I recently decided to think of an algorithm based on natural selection of DNA mutations. Being unclear about its speed complexity, I decided to write it up and test it out. The result was counter intuitive.
First, a simpler variant: Imagine the following sorting algorithm, given an array of numbers: Randomly shuffle the numbers until they are sorted.
What is the median amount of times you end up shuffling the array before it is sorted?
The answer is n! where n is length of the array. This is known as Bogosort.
Now, a slightly more advanced version:
Assume you can tell which numbers are already in their correctly sorted position, and which aren’t. Only randomly shuffle the numbers which are not yet sorted. Keep all the others in place.

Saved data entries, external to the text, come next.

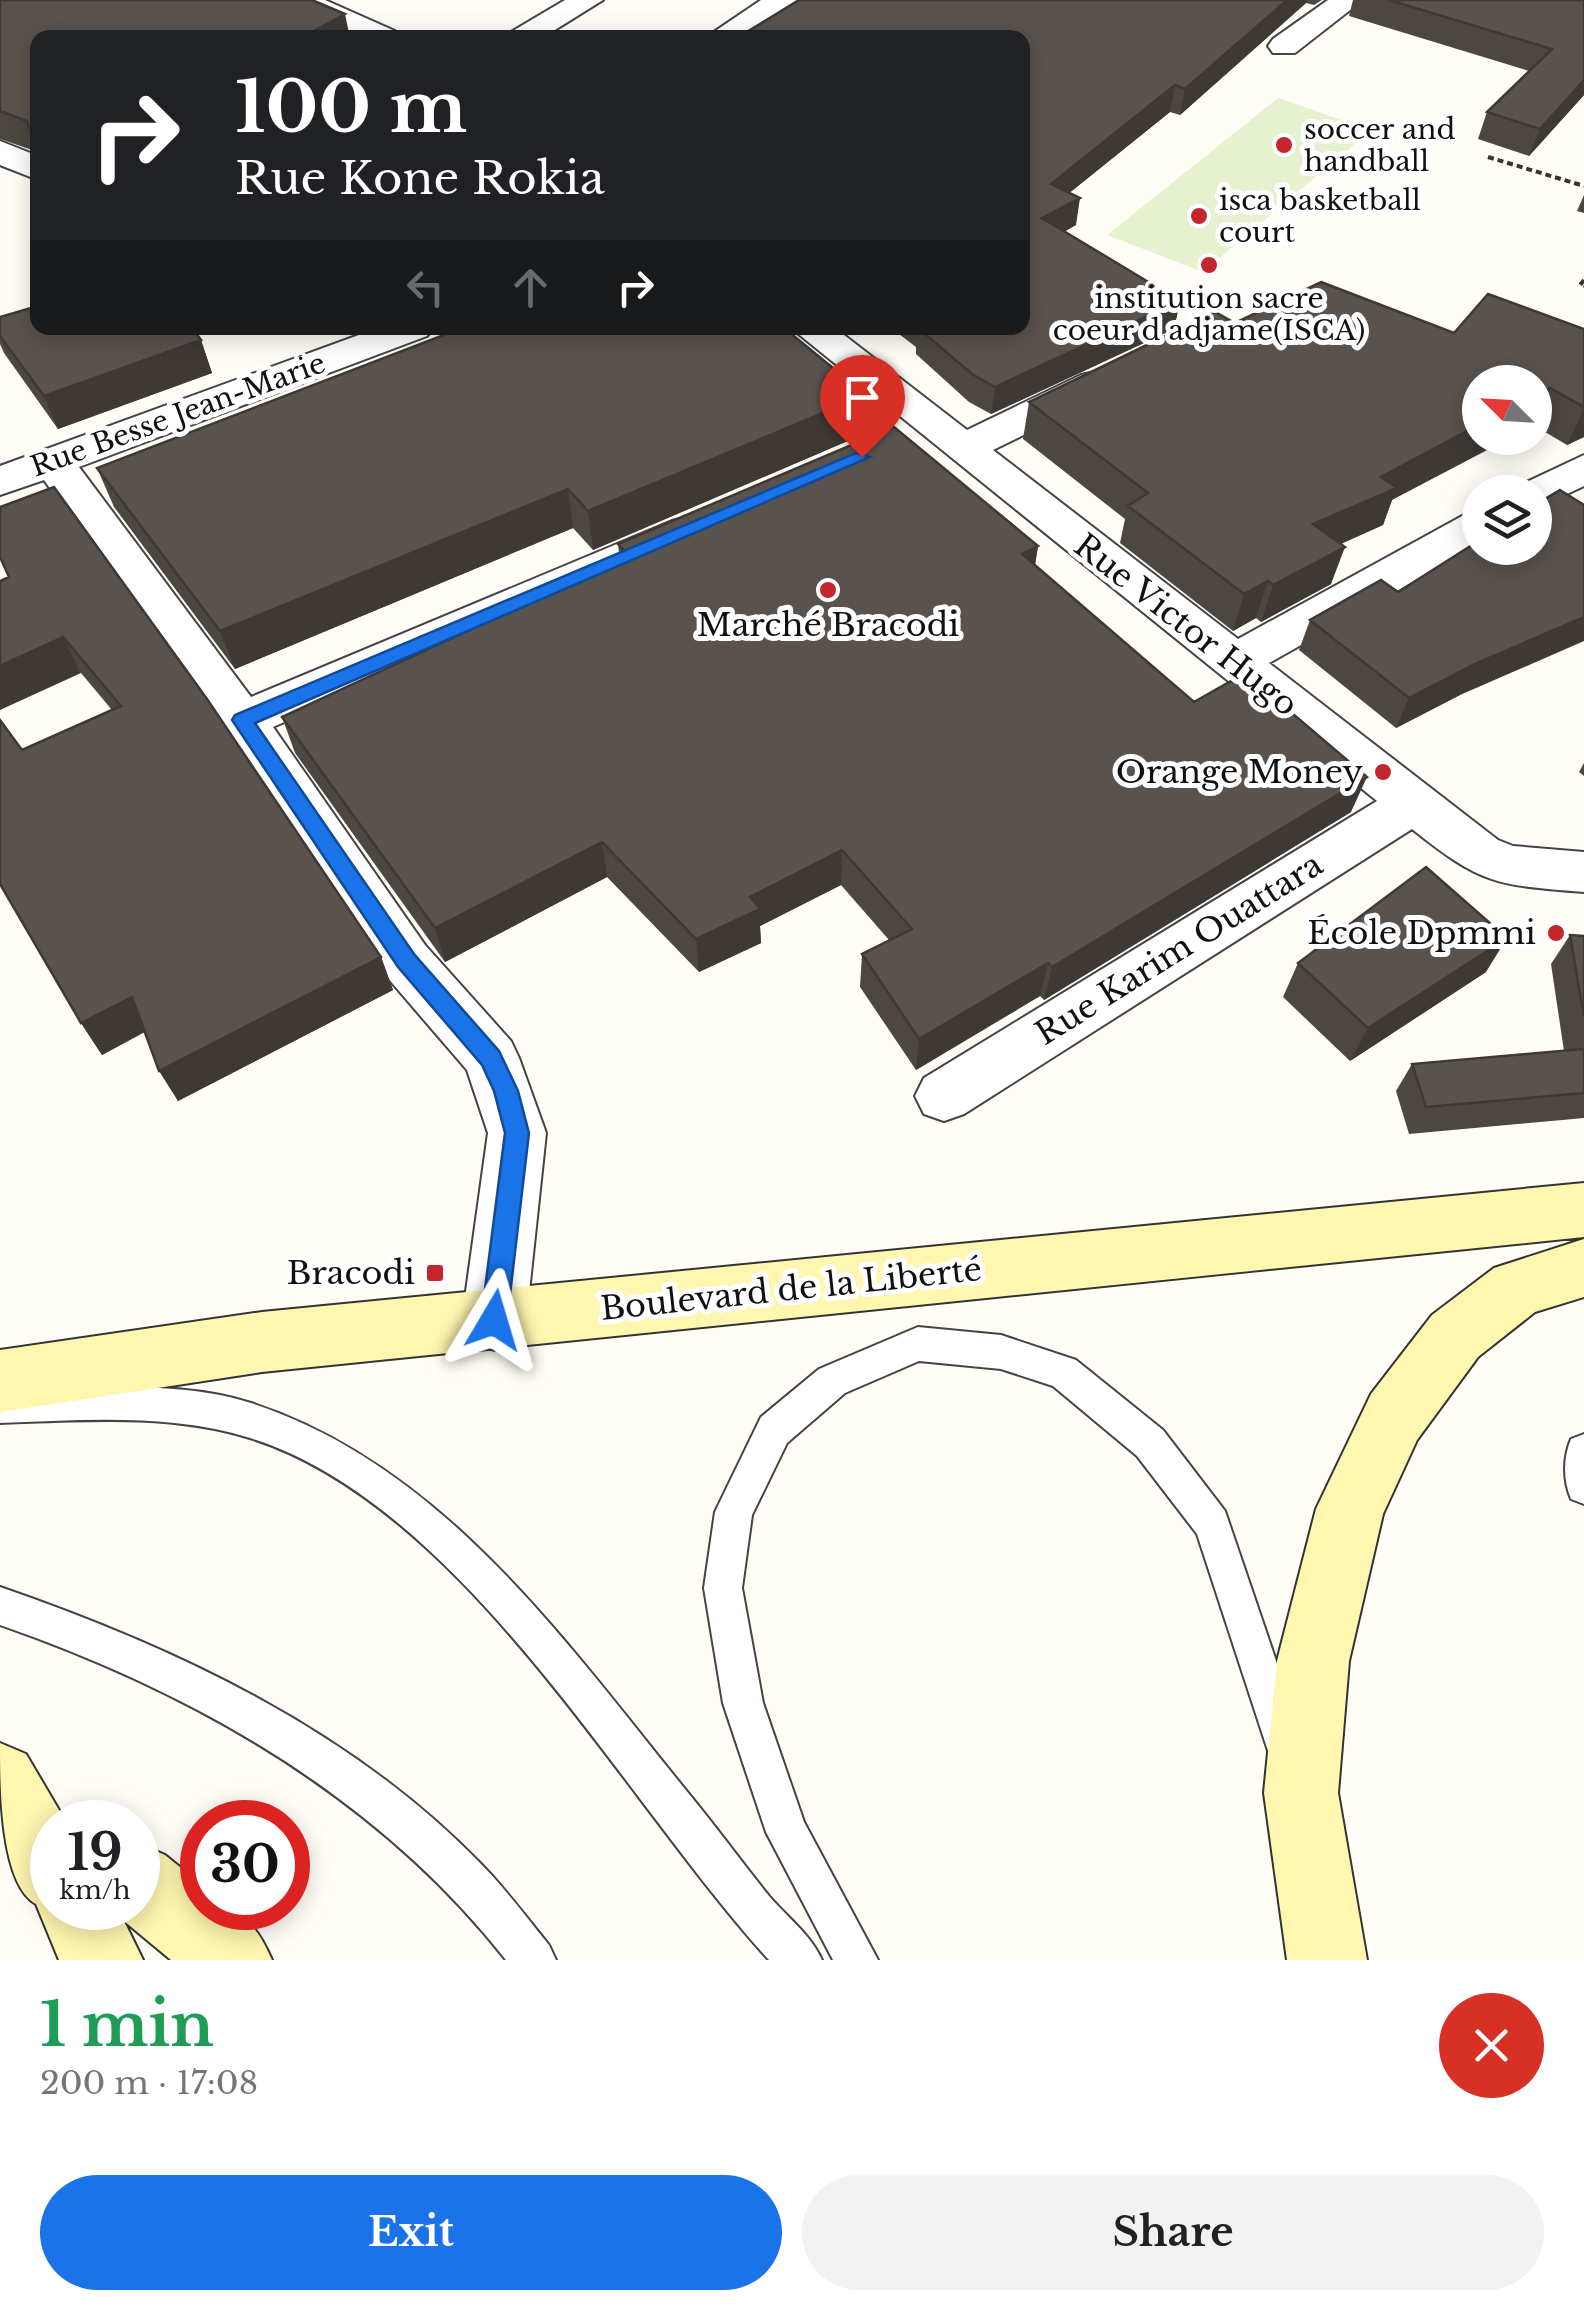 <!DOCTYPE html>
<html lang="en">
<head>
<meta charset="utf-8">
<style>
	body { margin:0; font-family:"Libre Baskerville",serif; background:#f2f2f2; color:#202124; height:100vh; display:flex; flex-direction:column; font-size:38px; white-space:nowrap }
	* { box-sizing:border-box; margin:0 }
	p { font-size:32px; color:#757577 }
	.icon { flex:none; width:55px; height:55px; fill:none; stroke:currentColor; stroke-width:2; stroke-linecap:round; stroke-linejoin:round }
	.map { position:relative; height:1960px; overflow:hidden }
	.side { display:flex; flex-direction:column; background:#fff; flex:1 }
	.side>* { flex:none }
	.hud { position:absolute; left:30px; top:30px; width:1000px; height:305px; border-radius:20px; box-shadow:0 5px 25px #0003; background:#202124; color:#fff; overflow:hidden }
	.needle { width:65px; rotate:294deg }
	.tools { position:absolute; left:1462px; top:365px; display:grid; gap:20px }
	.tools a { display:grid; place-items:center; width:90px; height:90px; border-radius:50%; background:#fff; box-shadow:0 5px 25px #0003; font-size:50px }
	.speed { position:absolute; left:30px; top:1800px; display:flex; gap:20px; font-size:50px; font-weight:700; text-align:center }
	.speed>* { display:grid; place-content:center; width:130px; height:130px; border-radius:50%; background:#fff; box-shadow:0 5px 25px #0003; line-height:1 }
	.speed small { font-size:25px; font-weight:400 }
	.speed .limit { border:15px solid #d22; background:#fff; color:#111 }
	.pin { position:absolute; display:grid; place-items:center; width:85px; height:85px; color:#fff; margin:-102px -42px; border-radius:50% 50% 50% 0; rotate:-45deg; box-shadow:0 0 10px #0007 }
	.pin .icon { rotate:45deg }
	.me { position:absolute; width:110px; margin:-55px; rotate:7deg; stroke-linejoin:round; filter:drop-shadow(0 0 8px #0008) }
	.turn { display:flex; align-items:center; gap:35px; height:210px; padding:0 40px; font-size:45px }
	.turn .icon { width:130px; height:130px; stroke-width:2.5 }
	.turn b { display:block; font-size:70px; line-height:85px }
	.lanes { display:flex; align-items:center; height:95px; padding:0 40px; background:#0003; justify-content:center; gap:50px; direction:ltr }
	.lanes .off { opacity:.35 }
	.round { display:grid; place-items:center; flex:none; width:105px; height:105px; border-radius:52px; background:#f2f2f2 }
	.head { display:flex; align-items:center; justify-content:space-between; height:170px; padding:0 40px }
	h1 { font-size:60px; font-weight:700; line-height:75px; color:#1e9e55 }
	.primary-button { display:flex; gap:20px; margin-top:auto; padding:20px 40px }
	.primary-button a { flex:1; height:115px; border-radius:60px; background:#1a73e8; color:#fff; font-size:40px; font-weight:700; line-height:115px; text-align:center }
	.primary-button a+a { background:#f2f2f2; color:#202124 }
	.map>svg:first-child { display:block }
	.pitch { fill:#e6f2cf }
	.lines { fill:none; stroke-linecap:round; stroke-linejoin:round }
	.lane-casing { stroke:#444; stroke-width:4 }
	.street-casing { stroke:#444; stroke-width:4 }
	.secondary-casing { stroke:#333; stroke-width:4 }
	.path { stroke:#333; stroke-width:4; stroke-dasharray:6 4; stroke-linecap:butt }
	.lane { fill:#fff; fill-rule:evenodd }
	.street { fill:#fff; fill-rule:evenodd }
	.secondary { fill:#fff6b0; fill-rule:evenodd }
	.wall { fill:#4d4742 }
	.shaded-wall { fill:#3f3936 }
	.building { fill:#5a524d; stroke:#3f3936; stroke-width:2.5 }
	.route { fill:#1a73e8; stroke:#114b97; stroke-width:2.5 }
	.poi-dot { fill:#c4262e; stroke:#fff; stroke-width:4 }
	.labels { text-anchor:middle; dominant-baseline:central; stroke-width:10; stroke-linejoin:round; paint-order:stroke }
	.far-poi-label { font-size:28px; fill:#111; stroke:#fff; text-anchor:start }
	.far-street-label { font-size:28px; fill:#111; stroke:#fff }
	.poi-label { font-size:32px; fill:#111; stroke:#fff; text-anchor:end }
	.street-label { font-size:32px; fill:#111; stroke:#fff }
</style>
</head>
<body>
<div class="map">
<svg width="1584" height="1960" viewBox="0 0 1584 1960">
	<rect width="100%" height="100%" fill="#fffdf5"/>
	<!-- pitch -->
	<path class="pitch" d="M1278,98L1371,130L1203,272L1107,235Z"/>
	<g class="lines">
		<!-- lane casing -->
		<g class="lane-casing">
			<path id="lane" d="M918,1327L1001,1335L1076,1360L1163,1430L1225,1511L1305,1746L1299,1760L1285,1766L1271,1760L1197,1534L1137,1456L1053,1386L1001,1369L919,1361L845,1393L787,1443L752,1515L742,1588L763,1703L804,1822L878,1960H833L766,1832L723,1703L704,1588L715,1512L761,1417L819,1369Z
				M94,1386C146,1387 202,1387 251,1403C442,1465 564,1640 685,1789C714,1824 741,1861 769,1896C787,1917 811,1935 822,1960H769C623,1800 464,1505 250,1438C171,1413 81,1420 0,1423V1389Z
				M1584,1434V1504L1571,1499C1563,1480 1563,1458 1571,1439Z
				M0,1587C174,1647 350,1729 480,1863C505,1888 526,1917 549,1945L556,1960H506C377,1796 195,1693 0,1625Z"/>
		</g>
		<!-- street casing -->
		<g class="street-casing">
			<path id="street" d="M284,0H325L395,31L400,38H357L288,7Z
				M565,0H603L542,38H501Z
				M761,0H798L744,38H705Z
				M1328,0H1363L1295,53H1273L1268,46L1273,39Z
				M0,141L38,156V180L0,165Z
				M378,328H433L427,336L79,467L251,697L672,521L688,517L704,521L710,531L704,541L273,727L425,945L511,1041L519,1058L546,1133L526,1320L516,1341L494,1350L472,1341L462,1320L488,1133L467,1070L387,977L225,732L44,480L0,495V466Z
				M791,328H835L967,430L1081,375L1095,372L1109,375L1115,384L1109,393L993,450L1238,639L1464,515L1480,511V544L1269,663L1498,840L1513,846L1584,852V892C1496,885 1482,885 1412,829L964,1114L944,1121L924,1114L915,1096L924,1078L1377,801Z
				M1584,455V486L1535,509V492H1515L1520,485Z"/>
		</g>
		<!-- secondary casing -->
		<g class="secondary-casing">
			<path id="secondary" d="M1584,1183V1237L262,1372L0,1412V1350L262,1312Z
				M1584,1239V1297L1535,1312L1478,1357L1417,1440L1383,1514L1349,1661L1338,1793L1367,1960H1287L1264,1793L1277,1661L1316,1509L1371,1394L1432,1315L1494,1268Z
				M0,1743L26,1754L66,1822H52V1908H138V1843L165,1855L202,1885V1908C243,1908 256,1924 272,1960H171L124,1921L143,1960H59L36,1904C0,1884 0,1786 0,1743Z"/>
		</g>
		<!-- path -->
		<path class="path" d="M1488,157L1584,186
			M1584,280L1580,285L1584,286"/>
		<!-- lane -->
		<use href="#lane" class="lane"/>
		<!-- street -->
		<use href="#street" class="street"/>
		<!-- secondary -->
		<use href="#secondary" class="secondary"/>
	</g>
	<!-- wall -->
	<path class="wall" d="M0,0L38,38V152L0,139Z
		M799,0H1322L1314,5L1306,3L1180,115L1170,112L1069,193L1076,225L1064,232L1180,301L1174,329L991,414L969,402L916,354V347L891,328H1022Z
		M1353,0H1584V95L1529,156L1478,139L1487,112L1529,71L1349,16Z
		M1584,195V213L1577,211Z
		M0,317L201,340L212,373L58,429L4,353L0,344Z
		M1235,323L1454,333L1584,329V437L1567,445L1535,426V382L1392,500L1383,525L1341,544L1331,584L1261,622L1256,618L1233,631L1120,543L1125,519L1023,439L1029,402Z
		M866,395L864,434L593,550L573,528L235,669L114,507L97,468Z
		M618,544L1038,546L1035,565L1194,702L1351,812L1044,1000L1040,996L916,1070L860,987L862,954L889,940L841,885L760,926L761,943L699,972L607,877L445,962L295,753L282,717L620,561Z
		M9,577L381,957L393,990L178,1101L145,1032L102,1055L81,1023L22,750L112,710L81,673Z
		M1310,620L1460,695L1396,728L1299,650Z
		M1584,763V776L1579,772Z
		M1570,935L1584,936V1118L1409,1134L1396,1091L1412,1064L1564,1051L1551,964Z
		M1298,963L1486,972L1350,1061L1283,997Z"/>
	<!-- shaded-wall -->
	<path class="shaded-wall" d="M1287,0H1307L1306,3L1180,115L1185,89Z
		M345,14L350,38H301Z
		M1584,80V95L1529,156L1540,129Z
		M1175,85L1170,112L1047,211L1051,184Z
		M1080,198L1076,225L1038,245L1042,218Z
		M1180,301L1174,329L991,414L995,387Z
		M201,340L212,373L58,429L44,396Z
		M1550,388L1535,421V396Z
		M866,395L864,434L593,550L588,511Z
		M1584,409V437L1567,445Z
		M1480,424V438H1510L1392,500L1383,525L1301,561L1313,524L1381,477Z
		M568,489L573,528L235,669L220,631Z
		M1038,546L1032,583L1022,554Z
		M1345,547L1331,584L1261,622L1273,585Z
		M1268,581L1256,618L1233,631L1244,594Z
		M1584,617V641L1460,695L1396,728L1409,698L1475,664Z
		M63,637L81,673L0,710V666Z
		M1367,777L1351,812L1044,1000L1052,967Z
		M602,842L607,877L445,962L435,928Z
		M842,850L841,885L760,926L761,943L699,972L696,939L750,897Z
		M1507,938L1486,972L1350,1061L1368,1028Z
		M381,957L393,990L178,1101L159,1071Z
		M1048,963L1040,996L916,1070L919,1039Z
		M132,997L151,1028L102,1055L81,1023Z"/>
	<!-- building -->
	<path class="building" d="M0,0H312L345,14L301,38H38V131L29,128L27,121L0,111Z
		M799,0H1287L1185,89L1175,85L1051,184L1080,198L1042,218L1180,301L995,387L972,374L918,328H1022V38H737Z
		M1389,0H1584V80L1540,129L1487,112L1552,49Z
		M1321,282L1454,333L1488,294L1584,329V407L1550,388L1535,396V382H1480V424L1381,477L1397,488L1313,524L1345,547L1273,585L1268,581L1244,594L1128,506L1148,493L1029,402L1215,312L1235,323Z
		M38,306V328H192L201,340L44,396L0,336V317Z
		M462,328H784L866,395L588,511L568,489L220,631L97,468Z
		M894,427L1038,546L1022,554L1194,702L1245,673L1367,777L1052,967L1048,963L919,1039L862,954L912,929L842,850L750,897L760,909L696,939L602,842L435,928L282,717L629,556L618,544Z
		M54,487L207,699L381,957L159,1071L132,997L81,1023L0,884V720L22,750L121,706L63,637L0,666V581L9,577L0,557V507Z
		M1560,490L1584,505V617L1475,664L1409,698L1310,620L1381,580L1398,592L1480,540V548H1535V505Z
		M1426,867L1507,938L1368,1028L1298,963Z
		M1570,935L1584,936V1017Z
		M1584,1049V1093L1426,1107L1412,1064Z"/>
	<!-- route -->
	<path class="route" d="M856,453L870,457L255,723L414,954L499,1051L518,1091L529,1133L507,1320L504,1328L494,1332L485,1328L481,1320L505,1133L494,1091L482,1065L398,967L232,720L235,715Z"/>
	<!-- markers -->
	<g class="poi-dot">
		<circle cx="1284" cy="145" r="10"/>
		<circle cx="1199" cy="216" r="10"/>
		<circle cx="1209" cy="265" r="10"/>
		<circle cx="828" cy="590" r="10"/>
		<circle cx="1383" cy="772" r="10"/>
		<circle cx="1556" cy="933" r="10"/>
		<rect x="425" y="1263" width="20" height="20" rx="5"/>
	</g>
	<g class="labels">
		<!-- far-poi labels -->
		<g class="far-poi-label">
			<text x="1304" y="129">soccer and<tspan x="1304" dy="32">handball</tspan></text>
			<text x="1219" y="200">isca basketball<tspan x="1219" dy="32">court</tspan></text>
			<text x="1209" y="298" text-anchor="middle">institution sacre<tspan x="1209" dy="32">coeur d adjame(ISCA)</tspan></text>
		</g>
		<!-- far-street labels -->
		<g class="far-street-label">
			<text transform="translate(178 415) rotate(-20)">Rue Besse Jean-Marie</text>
		</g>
		<!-- poi labels -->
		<g class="poi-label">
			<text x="828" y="625" text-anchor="middle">Marché Bracodi</text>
			<text x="1363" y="772">Orange Money</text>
			<text x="1536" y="933">École Dpmmi</text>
			<text x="415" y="1273">Bracodi</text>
		</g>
		<!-- street labels -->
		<g class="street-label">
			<text transform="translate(1186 625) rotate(38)">Rue Victor Hugo</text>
			<text transform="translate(1179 949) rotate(-32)">Rue Karim Ouattara</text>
			<text transform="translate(791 1289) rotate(-6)">Boulevard de la Liberté</text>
		</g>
	</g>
</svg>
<div class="tools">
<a><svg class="needle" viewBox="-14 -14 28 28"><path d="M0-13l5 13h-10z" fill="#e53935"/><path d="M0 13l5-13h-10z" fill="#757577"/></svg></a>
<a><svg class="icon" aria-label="layers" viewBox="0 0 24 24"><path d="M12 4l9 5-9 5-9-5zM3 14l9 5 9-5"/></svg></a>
</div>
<div class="speed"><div>19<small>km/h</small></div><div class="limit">30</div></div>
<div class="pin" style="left:862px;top:457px;background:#d93025"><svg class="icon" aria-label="arrive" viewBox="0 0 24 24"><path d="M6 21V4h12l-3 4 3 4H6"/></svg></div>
<svg class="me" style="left:494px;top:1320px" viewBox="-20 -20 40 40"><path d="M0-17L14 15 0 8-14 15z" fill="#1a73e8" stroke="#fff" stroke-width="4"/></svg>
<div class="hud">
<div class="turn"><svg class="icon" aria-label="right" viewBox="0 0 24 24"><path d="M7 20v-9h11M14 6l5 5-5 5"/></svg><div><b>100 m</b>Rue Kone Rokia</div></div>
<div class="lanes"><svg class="icon off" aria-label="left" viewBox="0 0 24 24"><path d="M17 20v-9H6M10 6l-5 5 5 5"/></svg><svg class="icon off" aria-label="ahead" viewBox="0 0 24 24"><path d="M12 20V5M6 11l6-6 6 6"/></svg><svg class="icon" aria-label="right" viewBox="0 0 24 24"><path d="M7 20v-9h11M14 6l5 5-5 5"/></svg></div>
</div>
</div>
<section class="side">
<div class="head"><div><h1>1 min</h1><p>200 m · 17:08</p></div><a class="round" style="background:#d93025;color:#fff"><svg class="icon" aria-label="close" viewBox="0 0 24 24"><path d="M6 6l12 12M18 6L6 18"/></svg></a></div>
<div class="primary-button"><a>Exit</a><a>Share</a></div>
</section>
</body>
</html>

What is the median amount of times you end up doing this kind of shuffling before the whole array is sorted?
I’ll be revealing the answer tomorrow.
Edit: The answer is that you end up shuffling only n times.
Addressing some concerns: this is not a real sorting algorithm, because it assumes you already know whether some of the records are sorted or not.
It shows me how “random chance” in DNA mutations can actually occur much faster than we expect. When a better gene allows an organism to survive better, it sticks around, while all of the other useless genes randomly shuffle around until they can become more useful too. This way organisms with a long DNA code can still evolve rather quickly even if it’s by random chance.
I do like the counter-intuitive/somewhat surprising answer given by AbelianGrape. It’s a tantalizing result, but telling which numbers are in the right place is cheating, isn’t it? It means you already have an O(1) addressable version of the sorted array. I doubt checking it without that knowledge is going to be faster than O(log n).
Only the number of shuffles is linear. Shuffling an array and marking/deleting correctly-placed elements still take linear time even with a “placement oracle.” It’s at best O(n^2) so the algorithm still wouldn’t be a good sorting algorithm.
It’s like doing selection sort, except we’re selecting a random set of elements (from that poisson distribution) instead of the smallest one.